Chalghoumi è sposato e ha 5 figli. Racconta che il suo «bisogno di conoscere la religione» è venuto fuori nel 1988: «In Algeria gli islamisti uccisero una donna e il suo bambino piccolo. Questo mi ha spinto a capire bene l'islam e l'islamismo». Il giudizio è netto: «Un islamista è un islamista. I Fratelli Musulmani sono sempre loro, con la loro ideologia, islam politico. Vogliono il potere usando la sharia, non sono gruppi pacifici. Chi fomenta il conflitto israelo-palestinese sono loro: Hamas è un gruppo terroristico. Gli Hezbollah sono come Fratelli Musulmani sciiti, stessa cosa Jabhat al-Nusra, e poi nello Yemen, in Tunisia e in Libia. Gruppi in collegamento coi Fratelli. Abbiamo visto i danni che hanno fatto in Egitto, nello Yemen, ovunque. Spero che presto l'Europa e l'Onu li considerino come un gruppo terroristico. È il momento». Hassen in Israele ha incontrato il premier Benjamin Netanyahu, il presidente Reuven Rivlin e il predecessore Shimon Peres, Nobel nel '94. «Ho avuto l'onore di portare cento imam al memoriale della Shoah». «Sono uomo di pace - dice - E il mio rapporto di pace con Israele lo pago». «Da anni - racconta - ricevo minacce di morte dal Daesh e fatwe anche da membri di Al Qaeda e di Hamas. Questo dimostra che il nostro discorso è più forte dell'odio. Io non posso stare in silenzio».

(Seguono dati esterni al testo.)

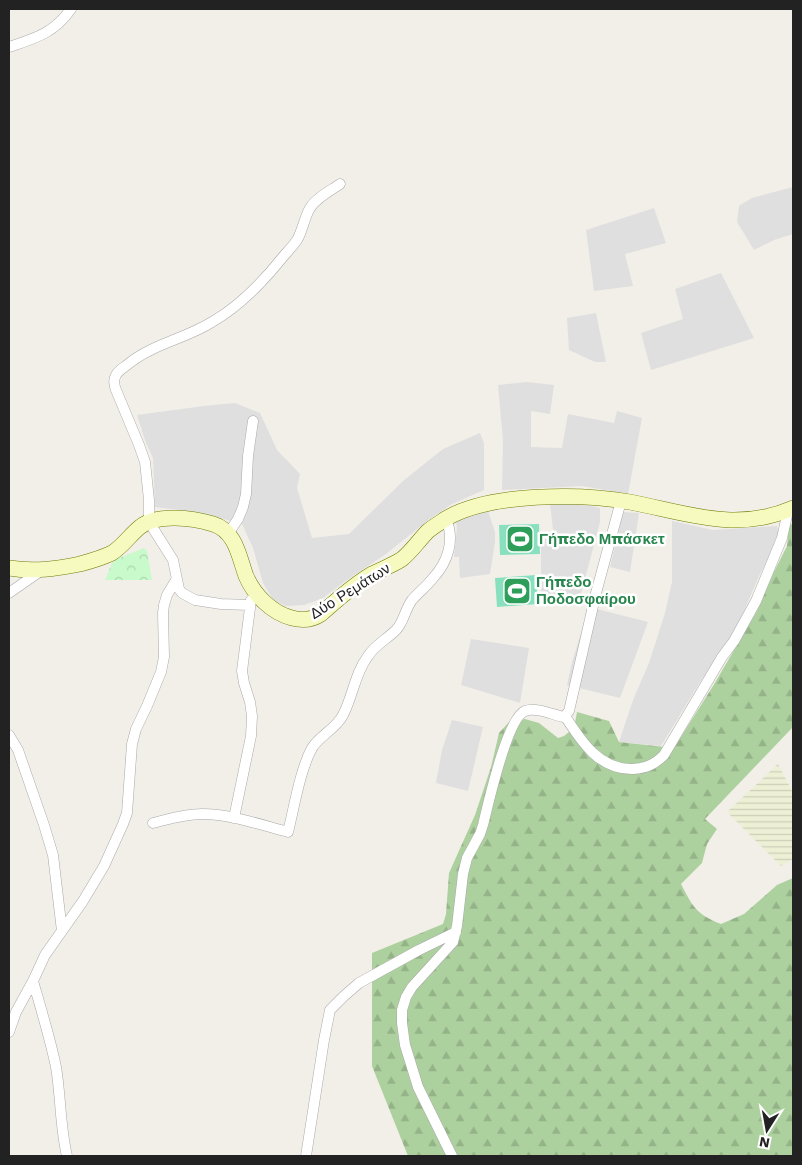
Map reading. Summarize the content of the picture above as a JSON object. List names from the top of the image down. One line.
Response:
{"streets":{"street":["Δύο Ρεμάτων"]},"places":{"sports":["Γήπεδο Μπάσκετ","Γήπεδο Ποδοσφαίρου"]},"north":"bottom"}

Pochi giorni fa ha partecipato all'accensione dell'albero di Natale in piazza San Pietro, dove nel 2013 era già stato con altri imam. A Roma era accompagnato da Alessandro Bertoldi, direttore dell'Istituto Friedman e presidente dell'Alleanza per Israele. «Lo inviterò ancora - dice Bertoldi - Chalghoumi è una personalità eccezionale, ha messo la sua vita al servizio della pace, della democrazia e della libertà, e rischia la vita per difendere i nostri comuni valori dalla minaccia islamista e dal terrorismo».

«L'islam - dice Chalghoumi - sarebbe religione di pace e amore. Rispettare il prossimo è rispettare la vita, invece l'islam politico la prende in ostaggio». «Io? Sono un musulmano repubblicano, credo nella Repubblica. Io ho vissuto nella repubblica tunisina e in Francia, dove la laicità separa la religione dal potere. Un musulmano deve adattarsi alla modernità, la religione non deve essere un ostacolo». Oggi, la sua voce sembra predicare nel deserto, ma Chalghoumi assicura: «Il 60% dei musulmani la pensa come me».

Però sa anche che ci vorrà molto tempo prima che questo suo islam illuminato abbia la meglio: «Anche il Cristianesimo ha avuto bisogno di tempo, ma pure l'islam troverà il suo posto».